Glossopharyngeal insufflation and pulmonary hemodynamics in elite breath hold divers

Med Sci Sports Exerc. 2010 Sep;42(9):1688-95. doi: 10.1249/MSS.0b013e3181d85dc3.


Purpose: Acute voluntary lung hyperinflation provoked by glossopharyngeal insufflation (GI) elicits numerous, possibly deleterious, effects on the cardiopulmonary system by increasing intrathoracic pressures far above normal values. This study quantifies acute pulmonary hemodynamics during GI using phase-contrast magnetic resonance imaging (MRI).

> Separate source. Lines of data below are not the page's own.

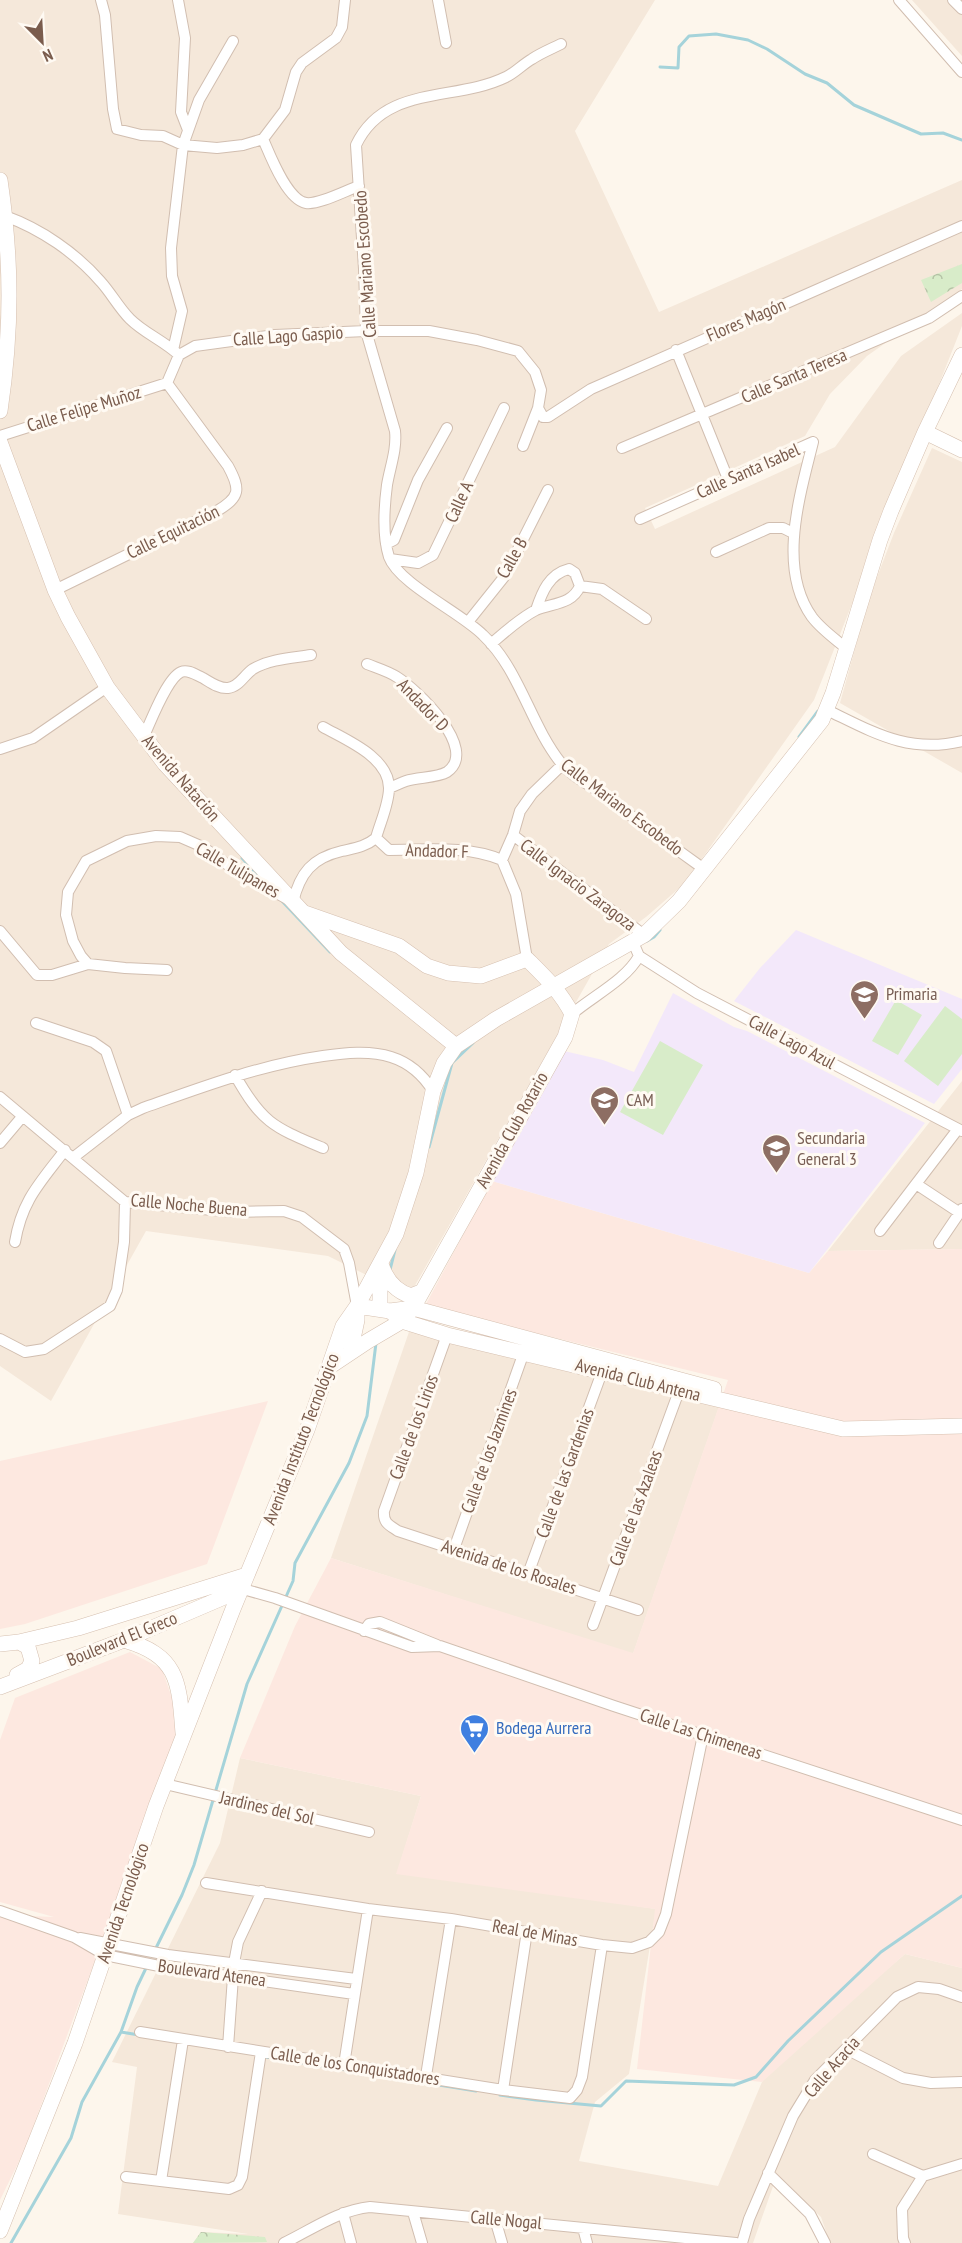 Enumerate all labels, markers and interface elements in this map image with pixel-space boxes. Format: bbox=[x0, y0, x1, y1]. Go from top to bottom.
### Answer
north arrow bbox=[12, 12, 72, 72]
text: N bbox=[40, 45, 56, 67]
street label: Calle Mariano Escobedo bbox=[348, 189, 381, 338]
street label: Flores Magón bbox=[703, 293, 789, 346]
street label: Calle Lago Gaspio bbox=[232, 320, 344, 351]
street label: Calle Santa Teresa bbox=[738, 343, 850, 408]
street label: Calle Felipe Muñoz bbox=[24, 380, 144, 437]
street label: Calle Santa Isabel bbox=[693, 437, 804, 504]
street label: Calle A bbox=[439, 477, 478, 526]
street label: Calle Equitación bbox=[123, 499, 223, 564]
street label: Calle B bbox=[491, 533, 532, 582]
street label: Andador D bbox=[392, 673, 454, 736]
street label: Avenida Natación bbox=[137, 729, 225, 826]
street label: Calle Mariano Escobedo bbox=[556, 753, 688, 860]
street label: Calle Ignacio Zaragoza bbox=[516, 833, 641, 936]
street label: Calle Tulipanes bbox=[192, 836, 284, 903]
street label: Andador F bbox=[405, 838, 469, 863]
school or university icon: Primaria bbox=[849, 978, 881, 1020]
place label: Primaria bbox=[886, 982, 937, 1005]
street label: Calle Lago Azul bbox=[745, 1009, 840, 1074]
street label: Avenida Club Rotario bbox=[470, 1067, 553, 1192]
school or university icon: CAM bbox=[589, 1084, 621, 1126]
place label: CAM bbox=[626, 1088, 654, 1111]
place label: Secundaria General 3 bbox=[797, 1126, 865, 1170]
school or university icon: Secundaria General 3 bbox=[760, 1132, 792, 1174]
street label: Calle Noche Buena bbox=[130, 1188, 248, 1221]
street label: Avenida Instituto Tecnológico bbox=[257, 1350, 344, 1528]
street label: Avenida Club Antena bbox=[573, 1353, 703, 1406]
street label: Calle de los Lirios bbox=[384, 1371, 443, 1482]
street label: Calle de los Jazmines bbox=[455, 1385, 522, 1516]
street label: Calle de las Gardenias bbox=[530, 1405, 599, 1541]
street label: Calle de las Azaleas bbox=[604, 1447, 667, 1569]
street label: Avenida de los Rosales bbox=[439, 1534, 580, 1599]
street label: Boulevard El Greco bbox=[63, 1606, 180, 1671]
street label: Calle Las Chimeneas bbox=[637, 1703, 765, 1764]
supermarket icon: Bodega Aurrera bbox=[459, 1712, 491, 1754]
place label: Bodega Aurrera bbox=[496, 1716, 591, 1739]
street label: Jardines del Sol bbox=[217, 1785, 317, 1830]
street label: Avenida Tecnológico bbox=[91, 1839, 154, 1966]
street label: Real de Minas bbox=[491, 1914, 580, 1951]
street label: Boulevard Atenea bbox=[157, 1954, 267, 1991]
street label: Calle Acacia bbox=[799, 2031, 865, 2102]
street label: Calle de los Conquistadores bbox=[269, 2041, 441, 2090]
street label: Calle Nogal bbox=[469, 2205, 543, 2234]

Methods: Hemodynamic parameters were measured in nine elite male breath hold divers with a mean age of 30 yr (range = 20-43 yr) by velocity-encoding cine (VEC)-MRI of the main pulmonary artery (PA) before, during, and after GI. Simultaneously, GI-lung volume (GIVEC-MRI) was measured by MR-compatible spirometry.

Results: Hemodynamic parameters were associated with GIVEC-MRI. Highly significant changes during GI were shown for the mean flow in the PA, which decreased by 45% (P < 0.007), and right ventricular output and cardiac index, which decreased by 41% and 40%, respectively (P < 0.007). Acceleration time also decreased highly significant by 36% during GI (P < 0.007). All hemodynamic parameters except acceleration time returned to baseline after GI.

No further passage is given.